You can get small amounts of L-carnitine from your diet by eating meat and fish (4, 5).

The best sources of L-carnitine are:
• Beef: 81 mg for 85 grams.
• Pork: 24 mg for 85 grams.
• Fish: 5 mg for 85 grams.
• Chicken: 3 mg for 85 grams.
• Milk: 8 mg for 227 ml

Carnitine: Dosage

Orally:
For L-carnitine deficiencies in adults: 990 mg two to three times daily in tablets or oral solution.
To prevent side effects caused by valproic acid (Dépakine, Dépakote): 50 to 100 mg / kg / day in three or four divided doses, up to 3 grams per day.
For chest pain and congestive heart failure (CHF): 1 gram twice a day.
After heart attack: 2 to 6 grams per day.
For the symptoms of overactive thyroid: 1-2 grams twice a day.
For male infertility: 2 grams of L-carnitine plus 1 gram of acetyl-L-carnitine per day.

Carnitine: Side effects

L-carnitine is generally safe for most people when taken orally and when used as an injection with the approval of a healthcare practitioner.

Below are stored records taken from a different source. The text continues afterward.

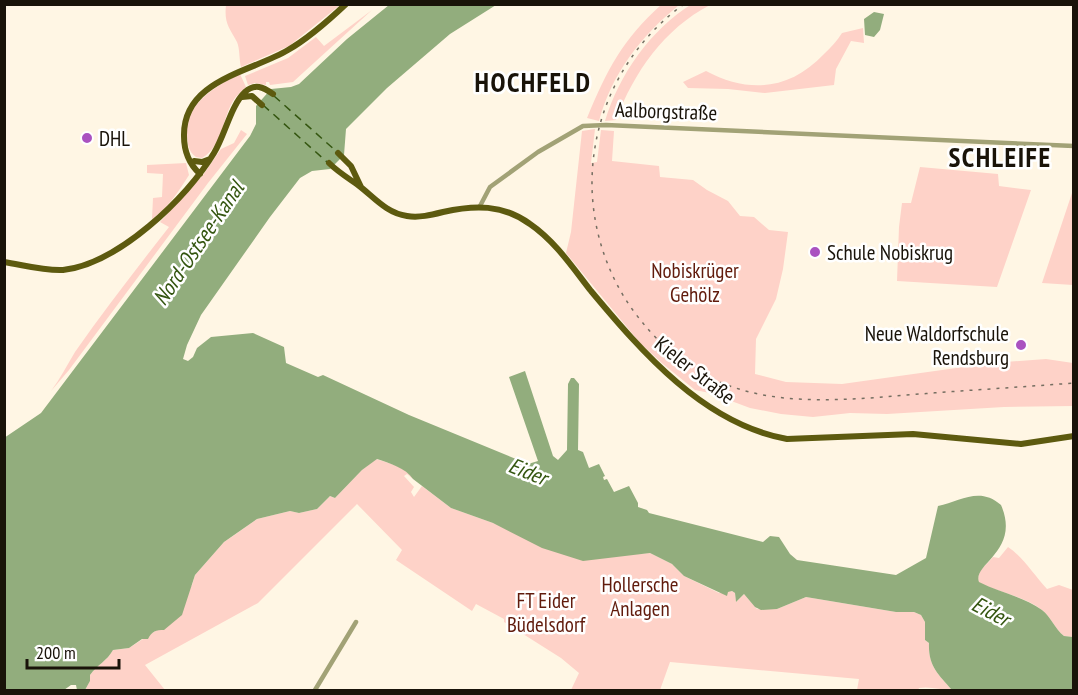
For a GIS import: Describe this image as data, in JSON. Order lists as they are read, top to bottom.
{
  "streets": {
    "main road": ["Kieler Straße"],
    "street": ["Aalborgstraße"]
  },
  "crossings": [
    ["Aalborgstraße", "Kieler Straße"]
  ],
  "districts": ["HOCHFELD", "SCHLEIFE"],
  "water": ["Nord-Ostsee-Kanal", "Eider"],
  "parks": ["Nobiskrüger Gehölz", "Hollersche Anlagen", "FT Eider Büdelsdorf"],
  "places": ["DHL", "Schule Nobiskrug", "Neue Waldorfschule Rendsburg"],
  "scale_bar": "200 m"
}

This can cause side effects like nausea, vomiting, upset stomach, heartburn, diarrhea and seizures. It can also cause a person to smell fishy.

Carnitine: Special precautions and warnings:

Pregnancy and breast feeding: There is not enough reliable information on the use of L-carnitine during pregnancy. Avoid using it.

Taking L-carnitine is normally safe in breastfeeding women when taken orally in the recommended amounts. Small amounts of L-carnitine have been given to infants in breast milk and no side effects have been reported. The effects of taking a large amount while breastfeeding are still unknown.

Children: L-carnitine is probably safe when used appropriately by mouth or intravenously in the short term.

Hypothyroidism: taking L-carnitine may make symptoms of hypothyroidism worse.

Renal failure: The use of DL-carnitine has caused symptoms such as muscle weakness and ptosis when given intravenously after dialysis. L-carnitine does not seem to have this effect.

Epileptic crisis: L-carnitine seems to increase the risk of crisis, in people who have already had it. If you have ever had an attack, do not use L-carnitine.